De nouvelles recherches de l’Université de Pennsylvanie suggèrent que les appareils à bruit rose largement utilisés, commercialisés comme somnifères, pourraient en fait réduire le sommeil réparateur, en particulier le sommeil paradoxal. Bien que beaucoup comptent sur ces appareils pour masquer les sons perturbateurs, l’étude révèle qu’ils peuvent être contre-productifs, les bouchons d’oreilles s’avérant une solution plus efficace pour bloquer le bruit.

L’impact inattendu sur le sommeil paradoxal

Les chercheurs ont surveillé 25 adultes en bonne santé dans un laboratoire du sommeil contrôlé, les exposant à diverses conditions : bruit des avions, bruit rose seul, bruit combiné et bruit lié au port de bouchons d’oreilles. Les résultats étaient frappants. Le bruit rose réduit considérablement le sommeil paradoxal, l’étape critique liée au rêve, à la consolidation de la mémoire et au traitement des émotions.

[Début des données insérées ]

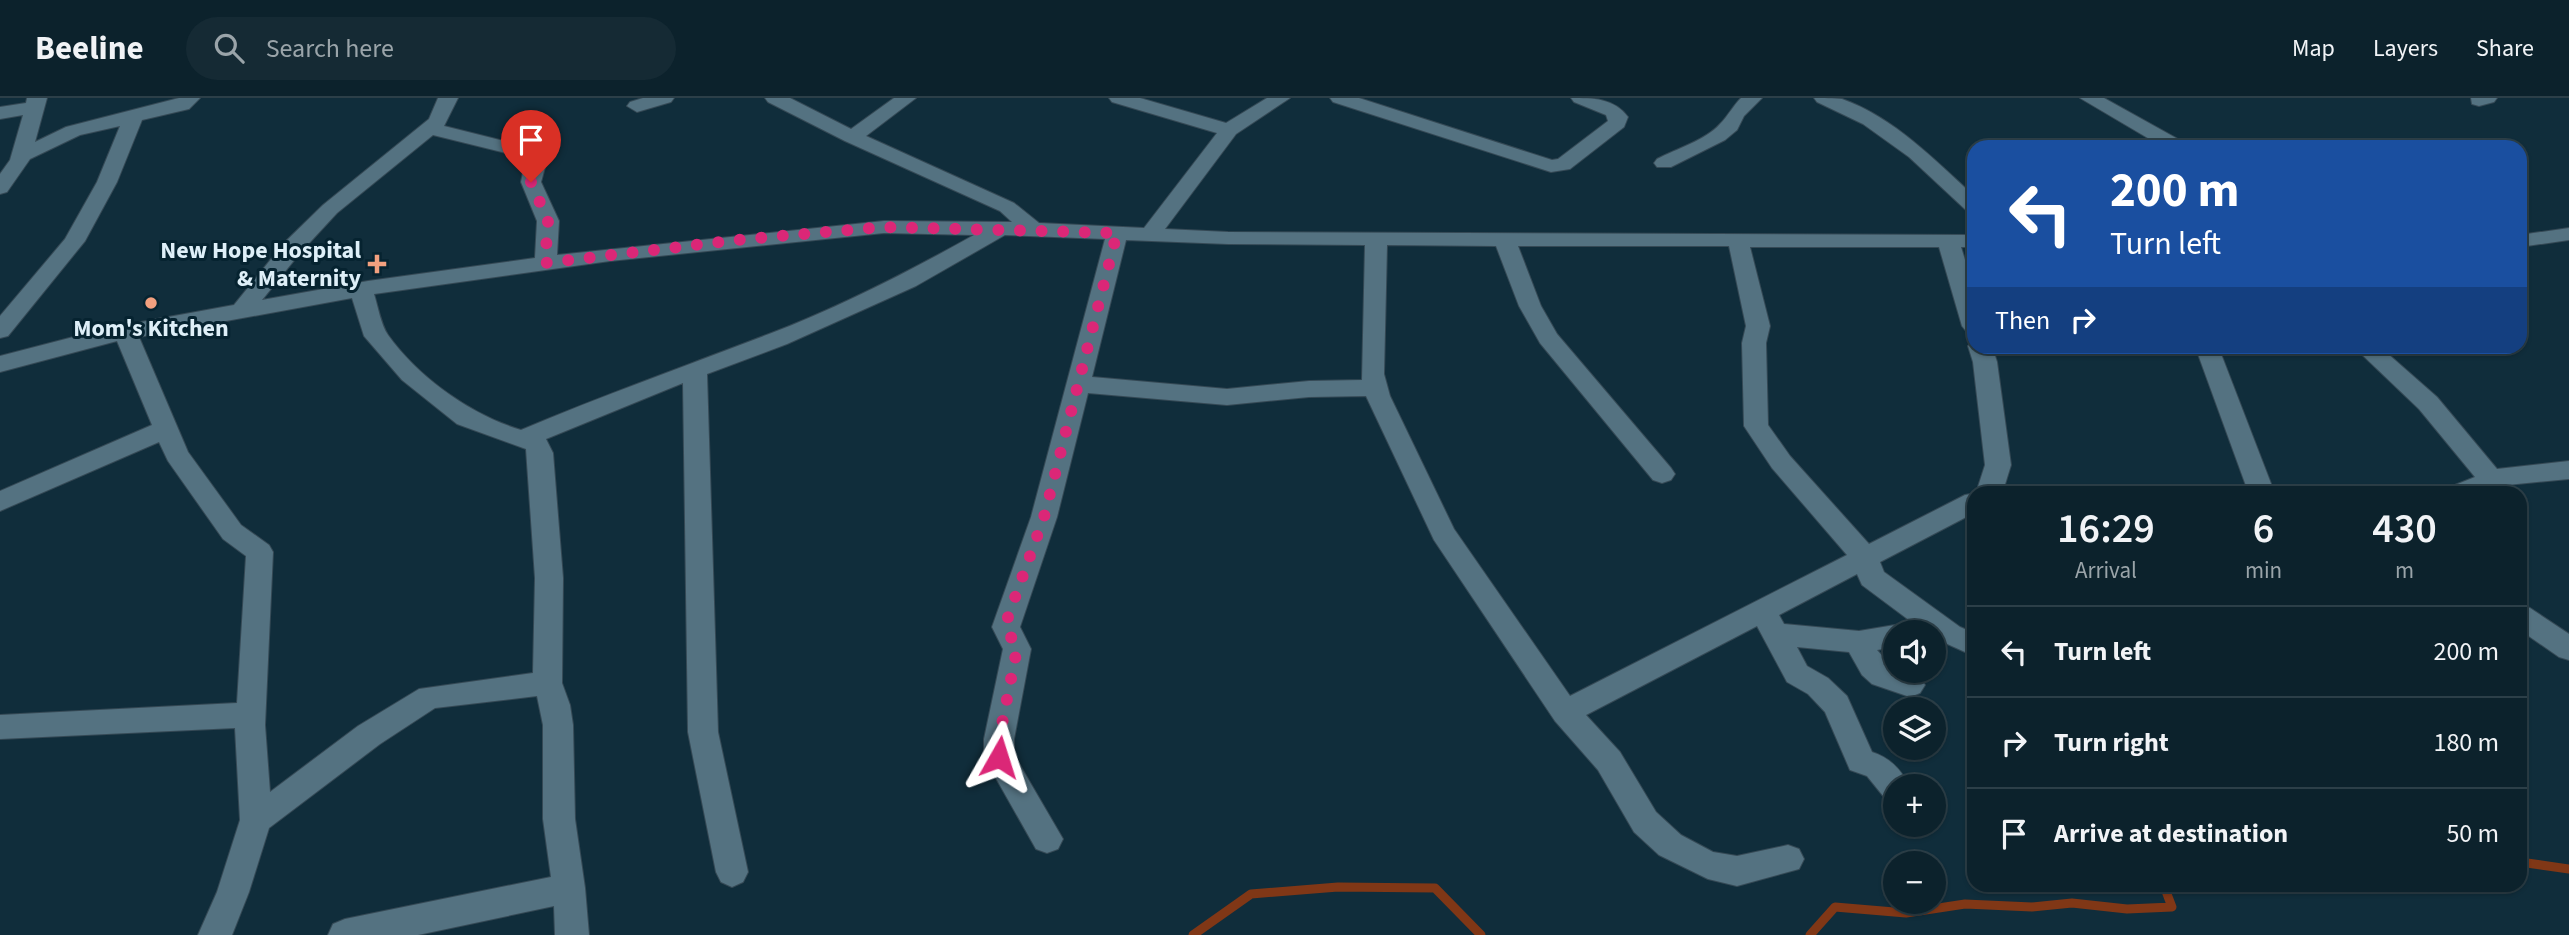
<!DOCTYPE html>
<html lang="en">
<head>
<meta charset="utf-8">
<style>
  body { margin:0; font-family:"Source Sans 3",sans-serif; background:#152a34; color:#f1f3f6; height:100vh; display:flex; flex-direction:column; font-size:26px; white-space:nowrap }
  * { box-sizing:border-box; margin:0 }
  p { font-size:23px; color:#9aa4a9 }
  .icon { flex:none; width:38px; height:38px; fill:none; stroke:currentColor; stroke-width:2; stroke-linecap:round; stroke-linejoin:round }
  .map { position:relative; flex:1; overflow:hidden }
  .sheet { position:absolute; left:1967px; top:388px; width:560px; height:406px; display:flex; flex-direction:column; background:#0c222c; border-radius:21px; box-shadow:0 2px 5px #0004,0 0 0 2px #2c3f48 }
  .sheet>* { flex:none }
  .top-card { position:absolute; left:1967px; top:42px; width:560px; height:214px; border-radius:21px; box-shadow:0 2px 5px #0004,0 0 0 2px #2c3f48; background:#1a4fa0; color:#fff; overflow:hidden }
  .buttons { position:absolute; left:1883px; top:522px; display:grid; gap:14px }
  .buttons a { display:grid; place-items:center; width:63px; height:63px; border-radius:50%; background:#0c222c; box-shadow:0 2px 5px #0004,0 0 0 2px #2c3f48; font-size:35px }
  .pin { position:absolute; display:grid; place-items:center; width:60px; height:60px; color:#fff; margin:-72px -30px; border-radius:50% 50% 50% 0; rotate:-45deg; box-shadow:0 0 7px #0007 }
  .pin .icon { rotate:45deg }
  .me { position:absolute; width:77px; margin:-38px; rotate:6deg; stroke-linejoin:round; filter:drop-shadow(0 0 5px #0008) }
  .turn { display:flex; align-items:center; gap:24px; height:147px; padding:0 28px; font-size:32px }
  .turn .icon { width:91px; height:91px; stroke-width:2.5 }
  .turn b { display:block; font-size:49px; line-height:60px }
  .then { display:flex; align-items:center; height:66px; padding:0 28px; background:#0003; gap:14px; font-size:26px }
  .eta { display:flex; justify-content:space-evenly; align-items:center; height:119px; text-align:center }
  .eta b { font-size:42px; font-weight:600; line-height:49px }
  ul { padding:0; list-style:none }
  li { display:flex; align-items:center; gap:21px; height:91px; padding:0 28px; border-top:2px solid #2c3f48 }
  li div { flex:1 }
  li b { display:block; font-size:26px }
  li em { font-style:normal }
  header { display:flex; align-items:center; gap:42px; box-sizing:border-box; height:98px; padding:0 35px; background:#0c222c; border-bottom:2px solid #2c3f48 }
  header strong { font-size:33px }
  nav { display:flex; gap:38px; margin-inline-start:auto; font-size:24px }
  .search { width:490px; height:63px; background:#152a34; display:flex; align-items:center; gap:18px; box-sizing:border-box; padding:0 24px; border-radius:38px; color:#9aa4a9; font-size:26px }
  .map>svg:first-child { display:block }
</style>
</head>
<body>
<header>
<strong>Beeline</strong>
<div class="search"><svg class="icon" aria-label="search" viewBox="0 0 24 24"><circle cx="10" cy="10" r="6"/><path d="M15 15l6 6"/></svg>Search here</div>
<nav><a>Map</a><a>Layers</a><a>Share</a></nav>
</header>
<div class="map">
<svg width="2569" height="837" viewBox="0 0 2569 837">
  <rect width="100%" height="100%" fill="#102d3b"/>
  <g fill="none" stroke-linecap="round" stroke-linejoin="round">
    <path stroke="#803716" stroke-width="9" d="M2520 764 2569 771
      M1193 837 1251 796 1338 789 1435 790 1481 837
      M1810 837 1835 809 1906 815 1965 806 2032 809 2072 805 2127 811 2172 809 2164 788"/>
    <g stroke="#354955" stroke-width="2">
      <path id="minor" d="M27 0H47L35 44 66 29 179 0H200L189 11 142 22 117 84 85 143 8 238 0 240V218L65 141 97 84 120 28 80 37 30 61 7 94 0 96V76L10 62 23 17 0 21V9L26 5Z
        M438 0H458L444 28 540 52 547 62 541 84 559 123 557 157 884 123 1012 124 1000 113 845 43 768 4 765 0H790L851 31 894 0H916L866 38 1014 105 1039 125 1144 130 1217 35 1112 4 1109 0H1140L1226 25 1267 0H1290L1236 36 1165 131 1228 134 1974 137V149H1961L1974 191V235L1966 233 1962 228 1939 149H1750L1770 228 1766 245 1768 327 1790 358 1869 446 1965 397 1976 395 1985 367 1973 264 1968 248 1974 242V248H1992L1997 264 2011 367 2002 396H1974V415L1880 464 1884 474 1960 529 1974 535V558L1934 540V534H1925L1862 487 1857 476 1779 517 1784 526 1859 533 1895 527 1905 530 1907 534H1895V549L1877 552 1895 572 1920 579 1925 587 1920 595 1910 599 1872 586 1862 577 1849 554 1797 549 1807 568 1828 580 1847 598 1872 654C1890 660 1901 671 1909 688H1895V703L1884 699 1867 678 1850 672 1825 614 1808 596 1787 584 1757 528 1586 617 1620 654 1656 714 1681 737 1713 754 1737 758 1788 747 1799 751 1804 761 1799 771 1737 788 1708 781 1659 757 1634 734 1598 672 1555 623 1434 442 1366 298 1309 299 1227 307 1088 295 1057 419 1020 529 1031 551 1014 641V657L1063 741 1058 751 1047 755 1036 751 984 659V641L1003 551 992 529 1031 419 1105 141 1005 137 916 188 787 246 707 276 718 634 748 774 743 784 732 789 721 784 716 774 688 634 683 285 546 341 553 355 563 480 562 585 570 607 573 627 575 721 585 790 589 837H555L554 808 418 837H328L333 826 345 821 551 779 543 721V627L537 598 435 610 380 646 269 730 249 794 232 837H198L217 794 240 722 235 630 0 641V617L237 605 246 458 223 441 168 363 159 344 0 413V393L152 327 117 243 0 274V258L108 230 234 207 284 145 323 107 429 21ZM433 37 526 60 521 84 537 123 535 160 368 183 262 202 300 155 337 115ZM884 135 974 137C908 174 840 209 769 236 686 268 603 297 521 332 471 317 419 280 388 237 381 227 378 209 374 196L610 163ZM1126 142 1228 146 1365 147 1362 282 1309 283 1227 291 1092 279ZM1387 147 1496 148 1519 208 1540 245 1653 382 1662 385 1671 382 1675 376 1671 370 1557 236 1541 208 1518 148H1729L1746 228 1742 245 1744 328 1772 370 1847 457 1570 598 1454 431 1390 298 1384 276ZM352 200 364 238 402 282 457 326 526 351 535 480 533 575 419 591 358 628 270 694 265 627 273 454 269 447 241 427 188 354 139 239Z
        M643 0H674L671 4 637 14 627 8 630 4Z
        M1330 0H1359L1552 62 1558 61 1608 23 1606 17 1574 4 1571 0C1593 0 1614 0 1628 19L1624 29 1570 71 1551 74 1333 4Z
        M1741 0H1762L1744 18 1737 32 1725 42 1671 69H1657L1654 65 1657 61C1676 51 1706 42 1720 26 1728 18 1733 8 1741 0Z
        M1814 0C1823 0 1834 0 1842 1 1893 19 1935 62 1974 98V115L1967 113 1909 59 1863 26 1817 4Z
        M2080 0H2104L2185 45 2188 49H2163Z
        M2471 0H2497L2494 4 2479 8 2472 6Z
        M2569 130V142L2520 149V137Z
        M2195 248H2218L2275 396H2249Z
        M2353 248H2379L2437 299 2497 371 2569 363V381L2507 387 2486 396H2446L2450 389 2475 379 2419 311Z
        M2520 507 2530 510 2569 536V562L2559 559 2520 532Z"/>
    </g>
    <use href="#minor" fill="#547281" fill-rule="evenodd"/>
  </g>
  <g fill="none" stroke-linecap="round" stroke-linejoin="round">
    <path stroke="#db2777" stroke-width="12" stroke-dasharray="0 21.6" d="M531 84 548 123 545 165 746 141 884 129 1117 135 1044 419 1008 519 1006 529 1017 551 999 641V659"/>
  </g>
  <g fill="#f2a07f" stroke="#062330" stroke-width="2.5">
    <path d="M373.5 155.5h7v7h7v7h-7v7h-7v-7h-7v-7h7z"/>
    <circle cx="151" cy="205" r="7"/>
  </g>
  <g text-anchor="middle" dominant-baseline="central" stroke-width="6" stroke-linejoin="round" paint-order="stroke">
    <g font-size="24" font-weight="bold" fill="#deeff8" stroke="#062330" text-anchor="end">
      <text x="361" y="152">New Hope Hospital<tspan x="361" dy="28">&amp; Maternity</tspan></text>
      <text x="151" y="230" text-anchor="middle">Mom's Kitchen</text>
    </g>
  </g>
</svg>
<div class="buttons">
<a><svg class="icon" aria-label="sound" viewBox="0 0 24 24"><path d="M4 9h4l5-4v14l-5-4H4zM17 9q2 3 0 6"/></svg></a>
<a><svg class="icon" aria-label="layers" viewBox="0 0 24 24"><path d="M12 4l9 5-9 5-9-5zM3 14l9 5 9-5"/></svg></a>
<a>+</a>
<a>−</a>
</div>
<div class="pin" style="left:531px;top:84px;background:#d93025"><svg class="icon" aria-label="arrive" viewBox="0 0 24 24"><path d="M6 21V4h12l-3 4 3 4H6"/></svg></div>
<svg class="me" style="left:999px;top:659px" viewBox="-20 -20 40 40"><path d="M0-17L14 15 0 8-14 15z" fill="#db2777" stroke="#fff" stroke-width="4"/></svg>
<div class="top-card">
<div class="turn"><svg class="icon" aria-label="left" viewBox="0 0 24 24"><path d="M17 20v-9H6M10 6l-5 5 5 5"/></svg><div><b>200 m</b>Turn left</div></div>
<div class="then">Then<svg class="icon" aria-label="right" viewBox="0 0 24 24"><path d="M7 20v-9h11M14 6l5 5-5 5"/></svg></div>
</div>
<section class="sheet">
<div class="eta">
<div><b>16:29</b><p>Arrival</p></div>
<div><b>6</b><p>min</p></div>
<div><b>430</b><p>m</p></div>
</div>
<ul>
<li><svg class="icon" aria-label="left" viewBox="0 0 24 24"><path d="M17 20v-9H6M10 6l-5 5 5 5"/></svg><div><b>Turn left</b></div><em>200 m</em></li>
<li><svg class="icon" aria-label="right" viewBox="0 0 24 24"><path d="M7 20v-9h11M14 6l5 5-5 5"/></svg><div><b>Turn right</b></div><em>180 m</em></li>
<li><svg class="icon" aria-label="arrive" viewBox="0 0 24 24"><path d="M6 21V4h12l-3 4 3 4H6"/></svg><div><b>Arrive at destination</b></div><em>50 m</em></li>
</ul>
</section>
</div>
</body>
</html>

L’auteur principal Mathias Basner, professeur de psychiatrie, a expliqué cette surprise : “La réduction étonnamment forte du sommeil paradoxal due au bruit rose et la bonne efficacité des bouchons d’oreilles nous ont quelque peu surpris.” Les participants utilisant le bruit rose ont passé plus de temps éveillés, ont mis plus de temps à se rendormir et ont passé moins de temps en sommeil paradoxal. Cela est important car le sommeil paradoxal est de plus en plus considéré comme vital pour la santé du cerveau ; les perturbations peuvent même contribuer aux maladies neurodégénératives comme la maladie de Parkinson.

Pourquoi c’est important : la science du bruit et du sommeil

La popularité des machines à bruit rose est déconcertante compte tenu du manque de fondement scientifique solide. Depuis des années, Basner étudie les effets nocifs du bruit extérieur sur le sommeil. Découvrir que des millions de personnes introduisent volontairement une autre source de bruit dans leur chambre est un paradoxe.

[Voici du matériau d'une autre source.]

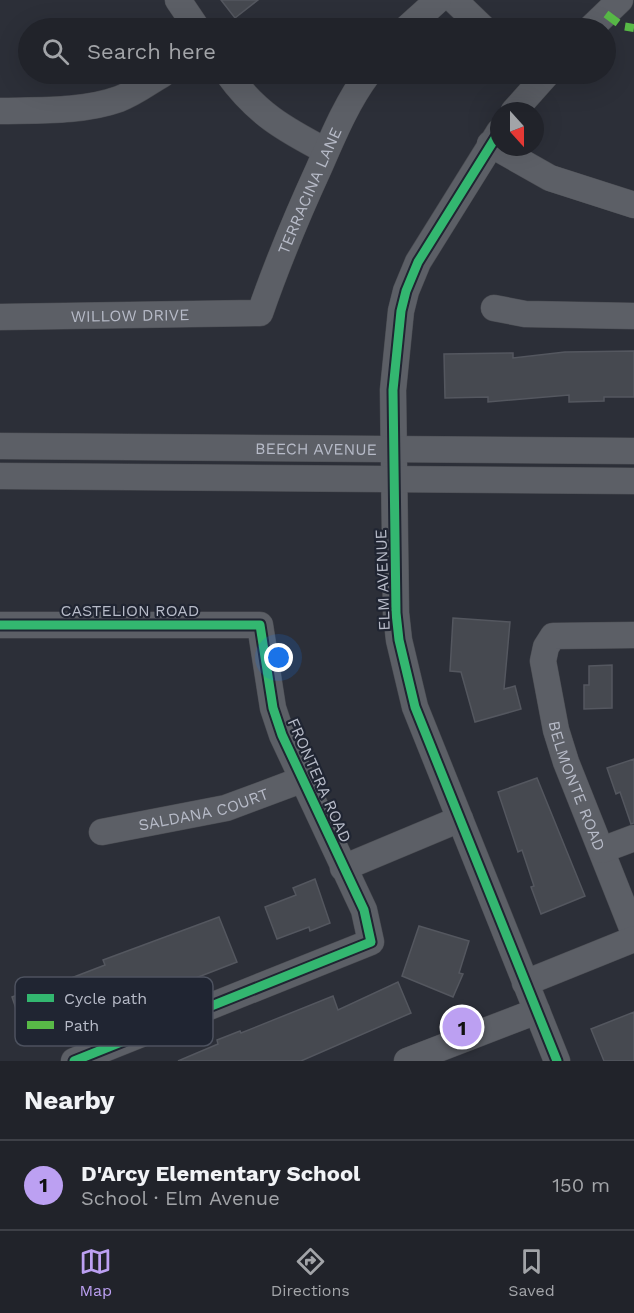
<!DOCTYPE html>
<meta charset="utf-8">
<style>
body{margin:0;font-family:"Work Sans",sans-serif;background:#2d2f36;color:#f1f3f6}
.compass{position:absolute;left:490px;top:102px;width:54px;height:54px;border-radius:50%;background:#21232a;box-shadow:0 6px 24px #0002;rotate:159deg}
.you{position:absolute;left:279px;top:658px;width:21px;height:21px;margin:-15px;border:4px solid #fff;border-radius:50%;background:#1a73e8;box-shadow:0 0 0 9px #1a73e833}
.badge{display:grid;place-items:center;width:39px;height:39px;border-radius:50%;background:#bca0f2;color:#111;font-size:20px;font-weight:700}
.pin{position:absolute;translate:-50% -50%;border:3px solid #fff;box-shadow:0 2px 6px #0006}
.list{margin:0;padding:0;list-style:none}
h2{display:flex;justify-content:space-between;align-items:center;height:78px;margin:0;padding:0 24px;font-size:26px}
h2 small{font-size:20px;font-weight:400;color:#a2a4a8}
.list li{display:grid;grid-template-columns:39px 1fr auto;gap:18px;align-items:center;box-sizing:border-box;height:90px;padding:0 24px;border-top:2px solid #3e4047}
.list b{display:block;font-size:22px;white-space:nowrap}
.list p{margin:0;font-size:20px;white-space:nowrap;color:#a2a4a8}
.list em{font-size:20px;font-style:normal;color:#a2a4a8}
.icon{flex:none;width:33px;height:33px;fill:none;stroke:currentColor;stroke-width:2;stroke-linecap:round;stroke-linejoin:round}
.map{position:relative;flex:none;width:634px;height:1061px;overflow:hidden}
.search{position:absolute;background:#21232a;box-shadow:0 6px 24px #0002;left:18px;right:18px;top:18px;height:66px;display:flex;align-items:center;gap:15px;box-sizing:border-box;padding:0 21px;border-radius:33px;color:#a2a4a8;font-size:22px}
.sheet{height:168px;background:#21232a}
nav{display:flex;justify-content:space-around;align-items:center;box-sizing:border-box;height:84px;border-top:2px solid #3e4047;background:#21232a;font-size:16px;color:#a2a4a8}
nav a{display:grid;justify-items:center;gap:3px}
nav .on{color:#bca0f2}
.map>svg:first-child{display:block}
</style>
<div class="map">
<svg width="634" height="1061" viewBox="0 0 634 1061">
<rect width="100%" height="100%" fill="#2c2f38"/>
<g fill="#464950" stroke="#54575f" stroke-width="1.5">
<path d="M221,0H258L235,18Z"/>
<path d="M634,351V397H604V401L569,402V395L488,402V397L445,398L444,354L513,353V358L565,352Z"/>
<path d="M453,618L510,622L504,689L515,686L521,709L475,722L461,672L450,671Z"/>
<path d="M612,665V708L584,709V685H589V666Z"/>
<path d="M634,759V823L631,824L620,792L616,794L607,768Z"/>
<path d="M537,778L585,896L541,914L531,887L534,886L522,850L518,852L498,792Z"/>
<path d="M315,879L330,923L310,931L309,927L277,939L265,907L296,895L293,888Z"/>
<path d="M219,917L237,962L28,1043L12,997L65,978L66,980L105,965L103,960Z"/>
<path d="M419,926L469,941L459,973L463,974L453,997L402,976Z"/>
<path d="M398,982L411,1013L301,1061H178L218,1044L217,1040L240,1031L241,1033L333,996L338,1010Z"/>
<path d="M634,1012V1061H604L591,1029Z"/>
</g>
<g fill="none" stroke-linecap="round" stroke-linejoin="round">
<defs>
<g id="minor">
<path d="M178,0L197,28"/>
<path d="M454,0L483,28"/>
<path d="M407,28L438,0"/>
<path d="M591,28L620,0"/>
<path d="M228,74C256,113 284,129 326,151"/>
<path d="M0,111C38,110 83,112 119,99C135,93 149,82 163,74"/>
<path d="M514,111L547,74"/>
<path d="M499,132L418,262L406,291L401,311L393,390L396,613L399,640L415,707L557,1061"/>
<path d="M490,144L550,178L634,205"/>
<path d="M494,308L525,314L634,316"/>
<path id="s1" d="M0,317L260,313C277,264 297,216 319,168C333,136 347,102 368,74"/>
<path id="s2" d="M0,446L634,451"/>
<path d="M0,476L634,481"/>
<path d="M0,625H260L273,708L282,735L364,910L371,942L74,1061"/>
<path id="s3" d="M634,635L553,636L546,647L543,661L556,730L566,762L634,933"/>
<path id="s4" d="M102,832L226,808L301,780"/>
<path d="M602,850L634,838"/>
<path d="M343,868L460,819"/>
<path d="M525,983L634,939"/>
<path d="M407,1061L537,1011"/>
</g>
</defs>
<use href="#minor" stroke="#4a4c52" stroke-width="27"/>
<use href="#minor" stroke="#5c5f66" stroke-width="26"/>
<path stroke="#58b947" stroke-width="8" stroke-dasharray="15 8" stroke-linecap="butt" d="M606,14L622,26L634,28"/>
<defs>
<g id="cycleway">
<path d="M499,132L418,262L406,291L401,311L393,390L396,613L399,640L415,707L557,1061"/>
<path d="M0,625H260L273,708L282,735L364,910L371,942L74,1061"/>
</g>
</defs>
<use href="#cycleway" stroke="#202532" stroke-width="13"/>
<use href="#cycleway" stroke="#33b770" stroke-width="9"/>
</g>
<g text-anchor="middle" stroke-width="4.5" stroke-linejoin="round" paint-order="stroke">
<g font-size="16" fill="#b7bbc8" stroke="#202532">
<text dy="6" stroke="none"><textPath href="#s1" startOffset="392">TERRACINA LANE</textPath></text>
<text dy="6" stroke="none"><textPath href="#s1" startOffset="130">WILLOW DRIVE</textPath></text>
<text dy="6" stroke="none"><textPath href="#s2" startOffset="316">BEECH AVENUE</textPath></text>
<text transform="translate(382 580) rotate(-92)" y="6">ELM AVENUE</text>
<text x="130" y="616">CASTELION ROAD</text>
<text transform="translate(320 780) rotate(66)" y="6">FRONTERA ROAD</text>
<text dy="6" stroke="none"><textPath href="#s3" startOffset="238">BELMONTE ROAD</textPath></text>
<text dy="6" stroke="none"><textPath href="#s4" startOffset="104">SALDANA COURT</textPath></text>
</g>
</g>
<rect x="15" y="977" width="198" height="69" rx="9" fill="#202532" stroke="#4d525f" stroke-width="1.5"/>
<rect x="27" y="994" width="27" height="8" fill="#33b770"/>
<rect x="27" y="1021" width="27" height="8" fill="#58b947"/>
<g font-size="16" fill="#b7bbc8">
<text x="64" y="1004">Cycle path</text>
<text x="64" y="1031">Path</text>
</g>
</svg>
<svg class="compass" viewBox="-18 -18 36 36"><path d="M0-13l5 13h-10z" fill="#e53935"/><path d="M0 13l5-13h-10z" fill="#a2a4a8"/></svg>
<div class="you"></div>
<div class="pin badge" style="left:462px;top:1027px">1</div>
<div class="search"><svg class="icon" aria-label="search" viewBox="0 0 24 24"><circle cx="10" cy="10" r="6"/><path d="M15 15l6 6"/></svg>Search here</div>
</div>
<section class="sheet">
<h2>Nearby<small></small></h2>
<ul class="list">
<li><span class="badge">1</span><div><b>D'Arcy Elementary School</b><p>School · Elm Avenue</p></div><em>150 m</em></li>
</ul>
</section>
<nav>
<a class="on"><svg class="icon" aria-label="map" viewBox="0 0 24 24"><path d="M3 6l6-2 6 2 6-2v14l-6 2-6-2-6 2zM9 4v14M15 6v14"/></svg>Map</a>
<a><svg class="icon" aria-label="directions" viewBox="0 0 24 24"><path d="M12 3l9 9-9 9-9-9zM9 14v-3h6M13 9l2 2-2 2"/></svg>Directions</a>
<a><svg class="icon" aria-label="saved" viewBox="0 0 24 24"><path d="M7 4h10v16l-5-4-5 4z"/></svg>Saved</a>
</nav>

Le bruit rose diffère du bruit blanc en réduisant les fréquences plus élevées, créant ainsi un son plus doux souvent comparé à la pluie ou aux vagues. Cependant, l’étude démontre que même cette alternative « plus douce » peut interférer avec les cycles naturels du sommeil.

Attention aux parents : le risque pour le développement du cerveau

Les effets peuvent être particulièrement préoccupants pour les enfants. Les nourrissons passent environ 50 % de leur sommeil en phase paradoxale, contre 20 % pour les adultes. La suppression de cette étape au cours du développement pourrait avoir des conséquences à long terme. Les chercheurs mettent en garde contre l’utilisation aveugle du bruit à large bande dans les crèches et les chambres des tout-petits.

L’essentiel : les bouchons d’oreilles peuvent être meilleurs

L’étude met en évidence une solution simple et négligée : les bouchons d’oreilles. Ils se sont révélés bien plus efficaces pour bloquer le bruit sans perturber la qualité du sommeil.

Basner reconnaît les limites de l’étude, notant que les effets à long terme restent inconnus. Cependant, la conclusion immédiate est claire : si vous avez du mal à dormir, pensez d’abord aux bouchons d’oreilles. Et si vous utilisez une machine sonore, gardez le volume bas : les experts recommandent environ 50 décibels pour les enfants et 60 pour les adultes. La tendance actuelle consistant à ajouter du bruit pour résoudre les problèmes de bruit pourrait faire plus de mal que de bien.